%%
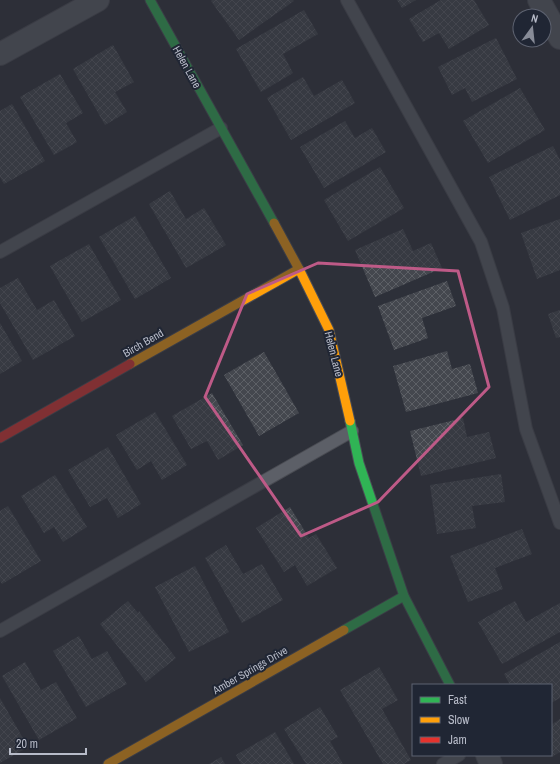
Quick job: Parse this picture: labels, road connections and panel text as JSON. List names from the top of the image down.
{
  "streets": {
    "street": ["Helen Lane", "Birch Bend", "Amber Springs Drive"]
  },
  "crossings": [
    ["Helen Lane", "Birch Bend"],
    ["Helen Lane", "Amber Springs Drive"]
  ],
  "legend": ["Fast", "Slow", "Jam"],
  "scale_bar": "20 m",
  "north": "top"
}
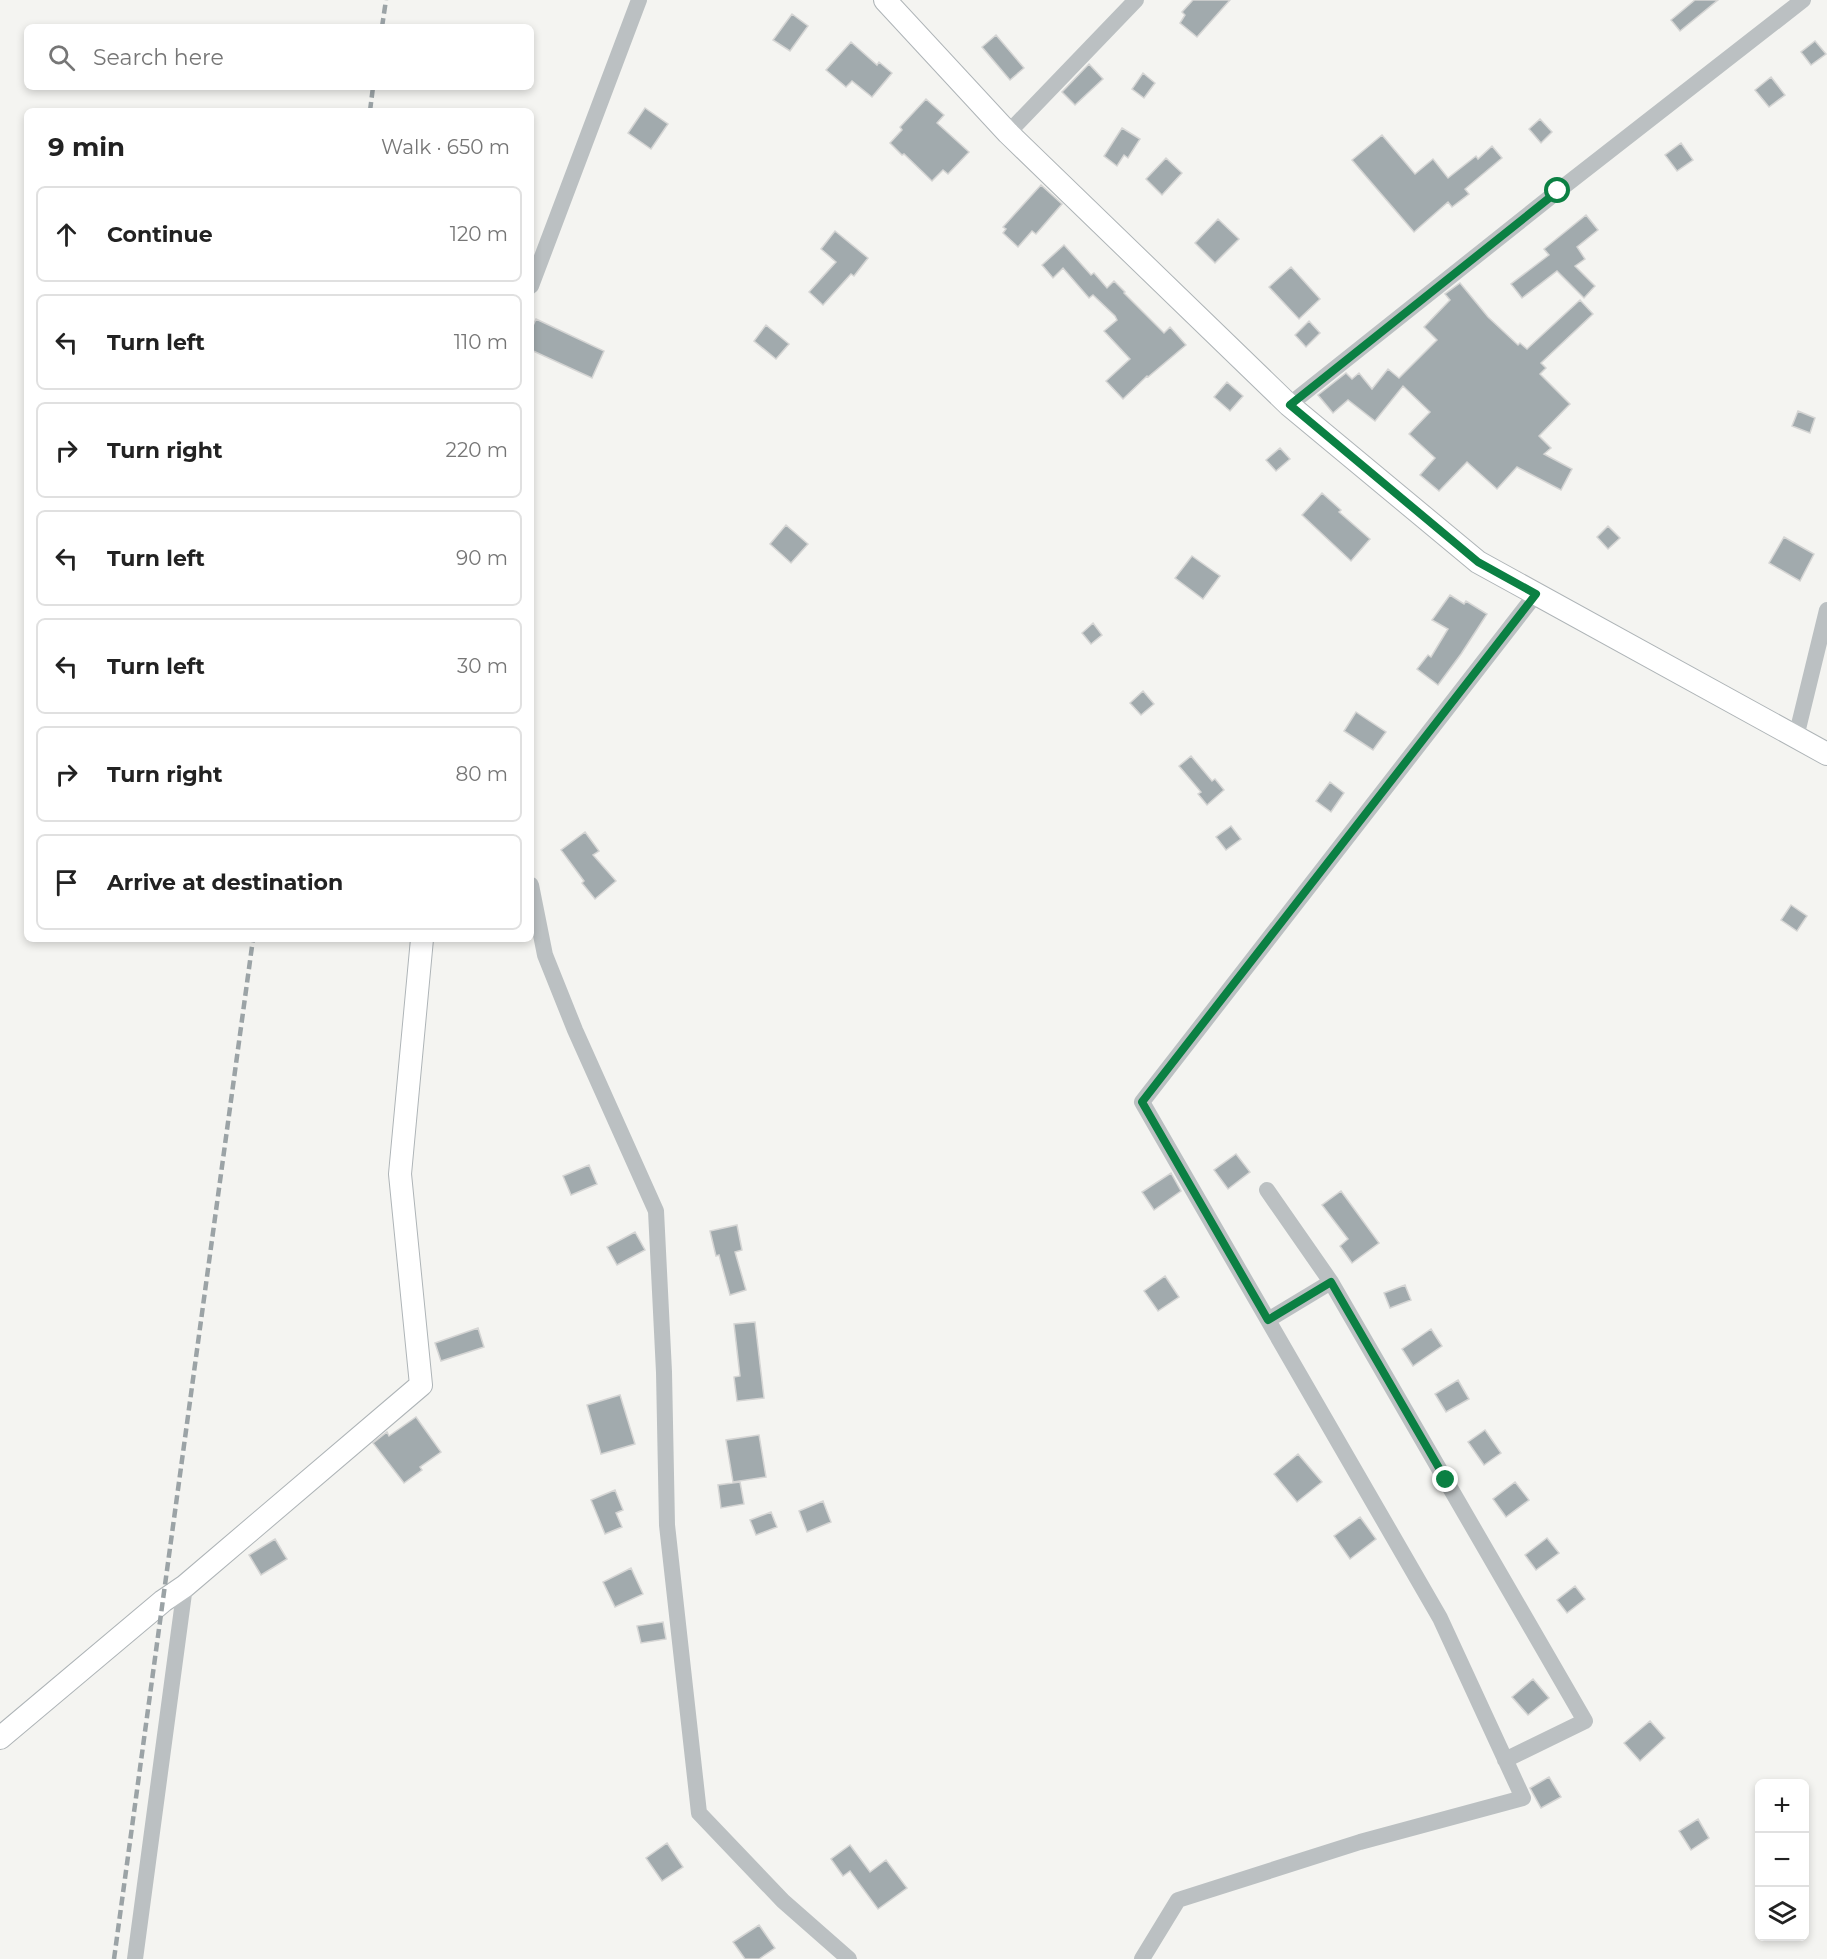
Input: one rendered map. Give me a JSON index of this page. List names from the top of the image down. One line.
{"page":{"search":"Search here","heading":["9 min","Walk · 650 m"],"list":[["Continue","120 m"],["Turn left","110 m"],["Turn right","220 m"],["Turn left","90 m"],["Turn left","30 m"],["Turn right","80 m"],"Arrive at destination"],"map_buttons":["+","−"]}}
%%
Return the material exactly as given, apart from the pictures.

Quick job: Parse this picture: labels, road connections and panel text as JSON. List names from the top of the image down.
{
  "streets": {
    "street": ["Helen Lane", "Birch Bend", "Amber Springs Drive"]
  },
  "crossings": [
    ["Helen Lane", "Birch Bend"],
    ["Helen Lane", "Amber Springs Drive"]
  ],
  "legend": ["Fast", "Slow", "Jam"],
  "scale_bar": "20 m",
  "north": "top"
}
Input: one rendered map. Give me a JSON index of this page. List names from the top of the image down. One line.
{"page":{"search":"Search here","heading":["9 min","Walk · 650 m"],"list":[["Continue","120 m"],["Turn left","110 m"],["Turn right","220 m"],["Turn left","90 m"],["Turn left","30 m"],["Turn right","80 m"],"Arrive at destination"],"map_buttons":["+","−"]}}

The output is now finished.